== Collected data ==

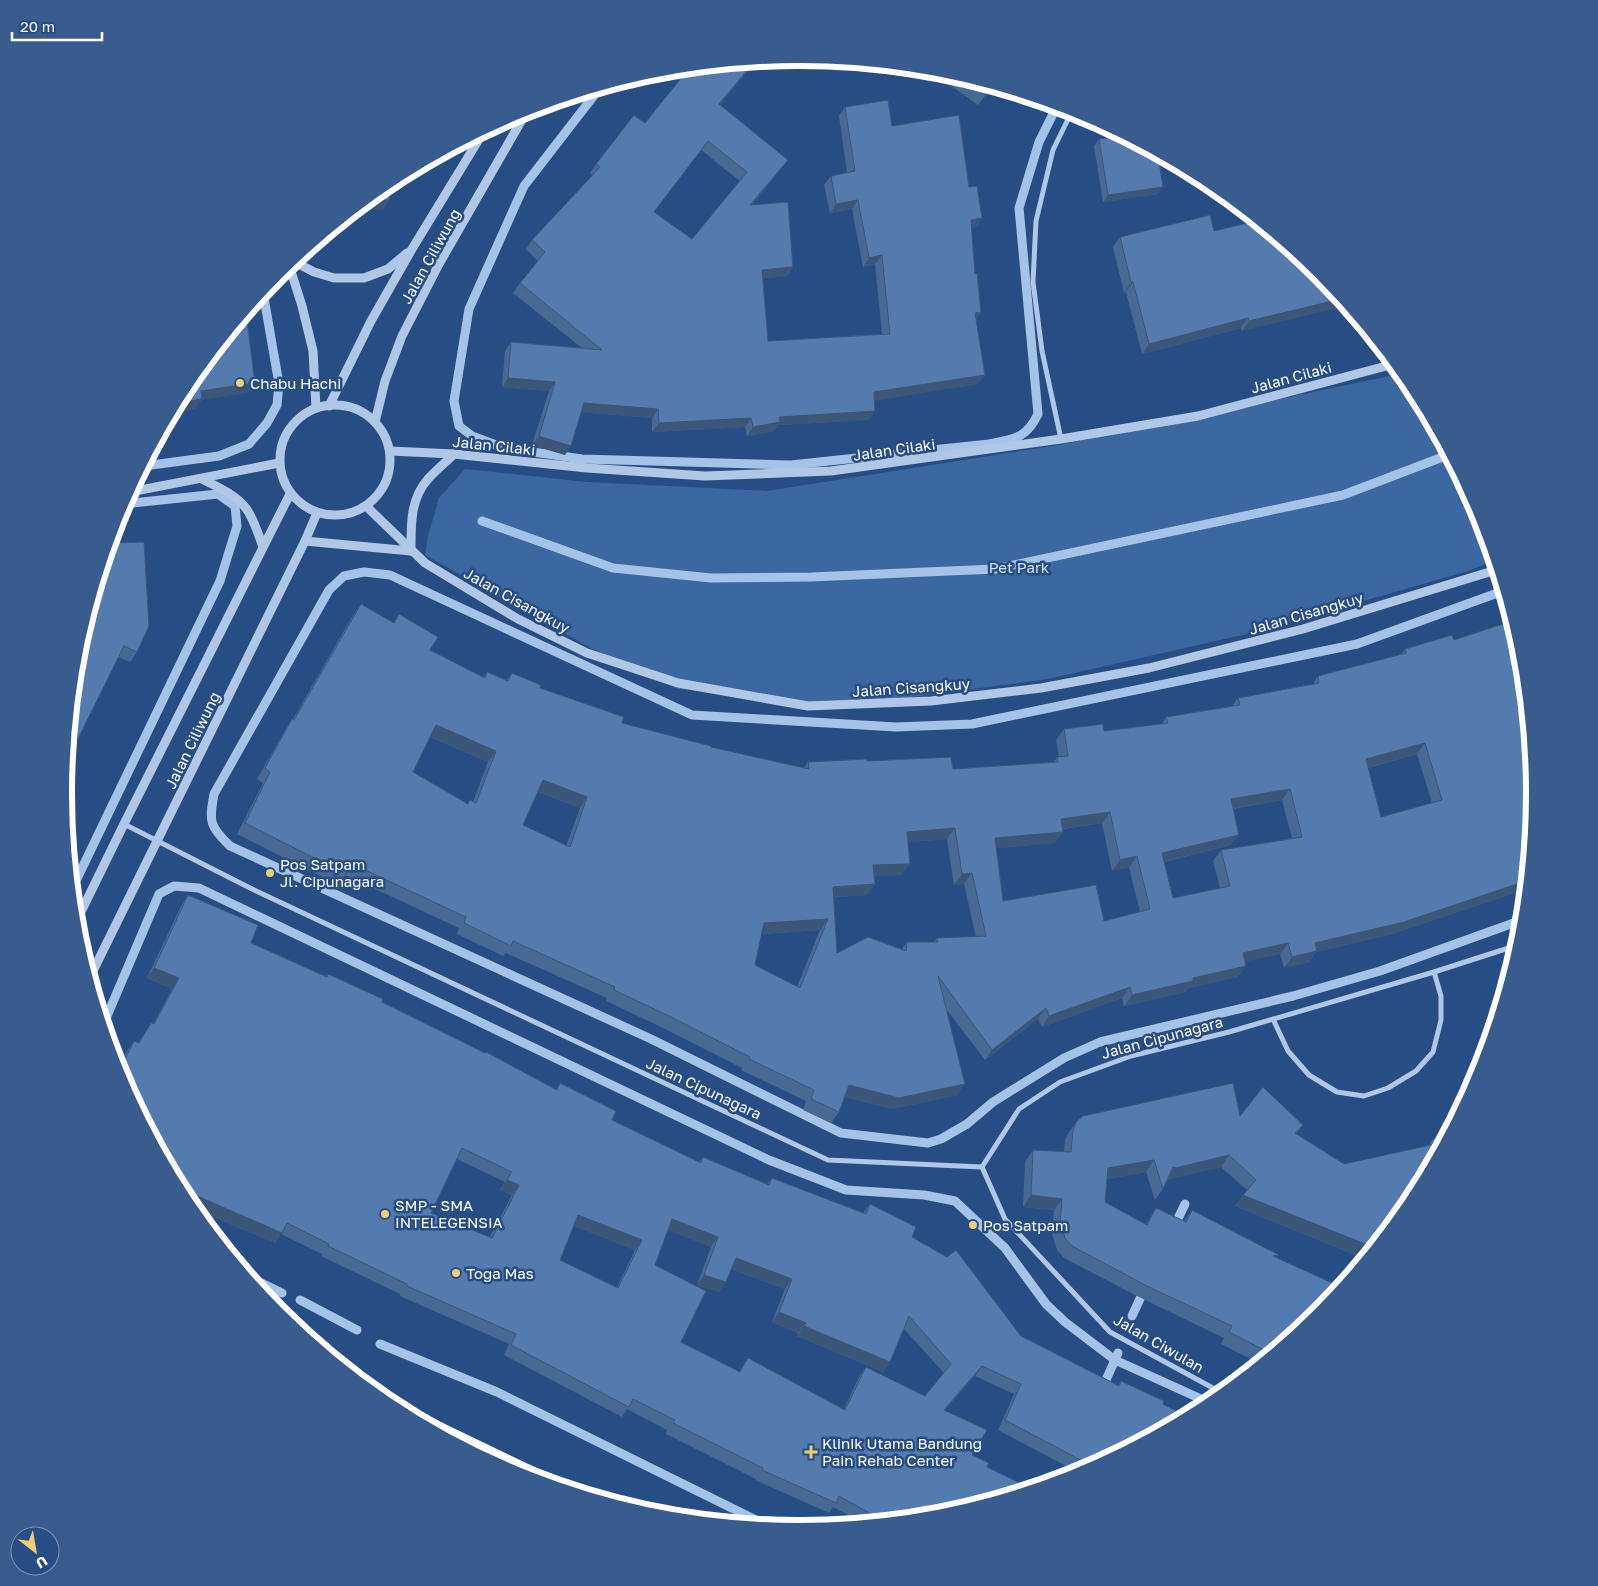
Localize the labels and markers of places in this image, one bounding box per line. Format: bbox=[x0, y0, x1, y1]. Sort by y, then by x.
place label: Chabu Hachi bbox=[250, 374, 341, 392]
marker: Chabu Hachi bbox=[234, 377, 246, 389]
place label: Pos Satpam Jl. Cipunagara bbox=[280, 855, 384, 890]
marker: Pos Satpam Jl. Cipunagara bbox=[264, 867, 276, 879]
place label: SMP - SMA INTELEGENSIA bbox=[395, 1196, 503, 1231]
marker: SMP - SMA INTELEGENSIA bbox=[379, 1208, 391, 1220]
place label: Pos Satpam bbox=[983, 1216, 1068, 1234]
marker: Pos Satpam bbox=[967, 1219, 979, 1231]
place label: Toga Mas bbox=[466, 1264, 534, 1282]
marker: Toga Mas bbox=[450, 1267, 462, 1279]
place label: Klinik Utama Bandung Pain Rehab Center bbox=[822, 1434, 982, 1469]
marker: Klinik Utama Bandung Pain Rehab Center bbox=[804, 1445, 818, 1459]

== Task goal ==
The records must appear again word for word, though none of their pictures should.

== Written solution ==
Localize the labels and markers of places in this image, one bounding box per line. Format: bbox=[x0, y0, x1, y1]. Sort by y, then by x.
place label: Chabu Hachi bbox=[250, 374, 341, 392]
marker: Chabu Hachi bbox=[234, 377, 246, 389]
place label: Pos Satpam Jl. Cipunagara bbox=[280, 855, 384, 890]
marker: Pos Satpam Jl. Cipunagara bbox=[264, 867, 276, 879]
place label: SMP - SMA INTELEGENSIA bbox=[395, 1196, 503, 1231]
marker: SMP - SMA INTELEGENSIA bbox=[379, 1208, 391, 1220]
place label: Pos Satpam bbox=[983, 1216, 1068, 1234]
marker: Pos Satpam bbox=[967, 1219, 979, 1231]
place label: Toga Mas bbox=[466, 1264, 534, 1282]
marker: Toga Mas bbox=[450, 1267, 462, 1279]
place label: Klinik Utama Bandung Pain Rehab Center bbox=[822, 1434, 982, 1469]
marker: Klinik Utama Bandung Pain Rehab Center bbox=[804, 1445, 818, 1459]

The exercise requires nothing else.